LDV-SOF combination has favorable adverse effect profile (common side effects rated as mild and not leading to drug discontinuation like fatigue, headache, nausea, diarrhea, and insomnia reported in 10–20%), minimal drug interactions, and easy to administer (single pill daily). Our patient did not complain of any side effect. LDV is an inhibitor of the HCV NS5A protein that is required for viral replication, postreplication assembly, and secretion. It has potent anti-viral activity against HCV genotypes 1a and 1b. SOF, a nucleotide pro-drug and an inhibitor of the HCV NS5B RNA-dependent RNA polymerase, acts as a chain terminator. Sofosobuvir, the backbone of the new standard of care for HCV infection, offers a number of potential benefits such as high rates of sustained virologic response, high barrier to resistance, tolerability, pan-genotype efficacy (HCV genotype 1–6), need for shortened duration of treatment, usefulness in cirrhosis, human immunodeficiency virus co-infection and liver transplantation.
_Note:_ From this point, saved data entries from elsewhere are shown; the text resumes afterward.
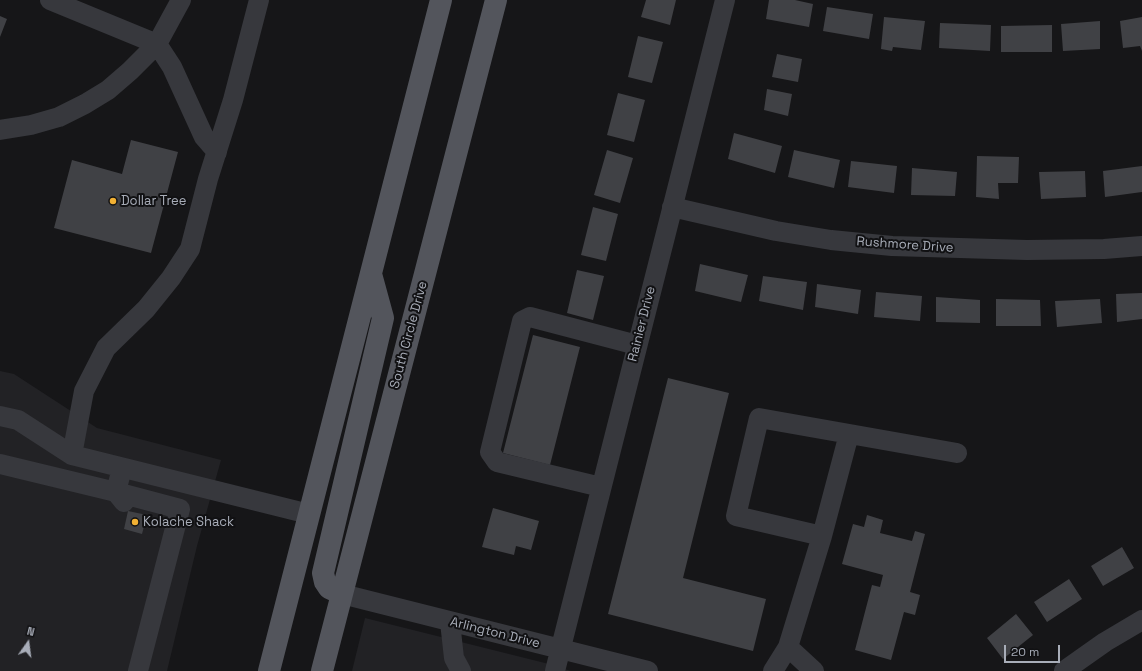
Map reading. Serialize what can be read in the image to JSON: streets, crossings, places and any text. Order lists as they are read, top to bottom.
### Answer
{
  "streets": {
    "main road": ["South Circle Drive"],
    "street": ["Rushmore Drive", "Rainier Drive", "Arlington Drive"]
  },
  "crossings": [
    ["Rushmore Drive", "Rainier Drive"],
    ["Rainier Drive", "Arlington Drive"],
    ["South Circle Drive", "Arlington Drive"]
  ],
  "places": ["Dollar Tree", "Kolache Shack"],
  "scale_bar": "20 m",
  "north": "top"
}
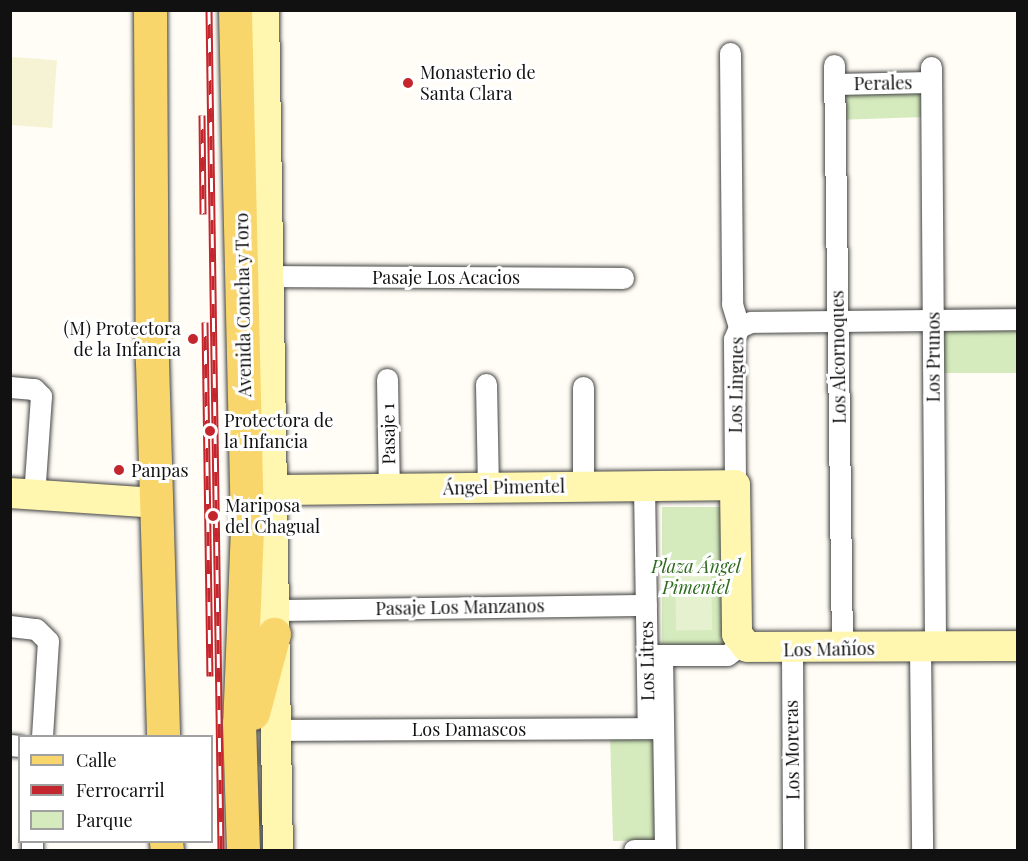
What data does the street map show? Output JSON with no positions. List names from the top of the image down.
{
  "streets": {
    "main road": ["Avenida Concha y Toro"],
    "street": [
      "Perales",
      "Pasaje Los Acacios",
      "Los Alcornoques",
      "Los Prunos",
      "Los Lingues",
      "Pasaje 1",
      "Ángel Pimentel",
      "Pasaje Los Manzanos",
      "Los Mañíos",
      "Los Litres",
      "Los Damascos",
      "Los Moreras"
    ]
  },
  "crossings": [
    ["Perales", "Los Alcornoques"],
    ["Perales", "Los Prunos"],
    ["Pasaje Los Acacios", "Avenida Concha y Toro"],
    ["Avenida Concha y Toro", "Ángel Pimentel"],
    ["Avenida Concha y Toro", "Pasaje Los Manzanos"],
    ["Avenida Concha y Toro", "Los Damascos"],
    ["Los Alcornoques", "Los Mañíos"],
    ["Los Prunos", "Los Mañíos"],
    ["Los Lingues", "Ángel Pimentel"],
    ["Los Lingues", "Los Mañíos"],
    ["Pasaje 1", "Ángel Pimentel"],
    ["Ángel Pimentel", "Los Litres"],
    ["Pasaje Los Manzanos", "Los Litres"],
    ["Los Mañíos", "Los Moreras"],
    ["Los Litres", "Los Damascos"]
  ],
  "parks": ["Plaza Ángel Pimentel"],
  "places": [
    "Monasterio de Santa Clara",
    "(M) Protectora de la Infancia",
    "Protectora de la Infancia",
    "Panpas",
    "Mariposa del Chagual"
  ],
  "legend": ["Calle", "Ferrocarril", "Parque"]
}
SOF (400 mg) in combination with LDV (90 mg) (Harvoni) has been proven to be efficacious, tolerable and safe in series of clinical trials, both in treatment-naïve and treatment-experienced patients with 12–24 weeks of therapy (depending presence or absence of cirrhosis, treatment experience, and genotype) with high sustained viral response.[1415] The index RTx patient with a very high viral load without cirrhosis showed a remarkable response as early as 3 weeks after therapy. Shorter duration for 8 weeks can be considered in treatment-naïve patients without cirrhosis who have pretreatment HCV RNA of <6 million IU/ml. Both SOF and LDV are substrates of P-glycoprotein inducers (like rifampicin) with implication for potential drug interactions but it does not demonstrate significant drug interactions with immunosuppressant drugs. We also found no drug interaction in our patient, particularly with cyclosporine.

Conclusion

Necessity is the mother of invention. The development of IFN free oral anti-HCV therapy may be a major breakthrough in anti-HCV management in RTx patient. The dual drug combination therapy appears to be an important arrow in our quiver now for targeting HCV infection in high-risk RTx. Such combination therapy may shorten and simplify treatment regimens even in the post-RTx scenario ushering a new era of safer, simpler and more effective therapy.[21415] However, the utility versus the risk of such new therapy has to be scrutinized carefully by studies involving a sizeable cohort of RTx patients having long-term follow-up for reliable assessment of such therapeutic intervention.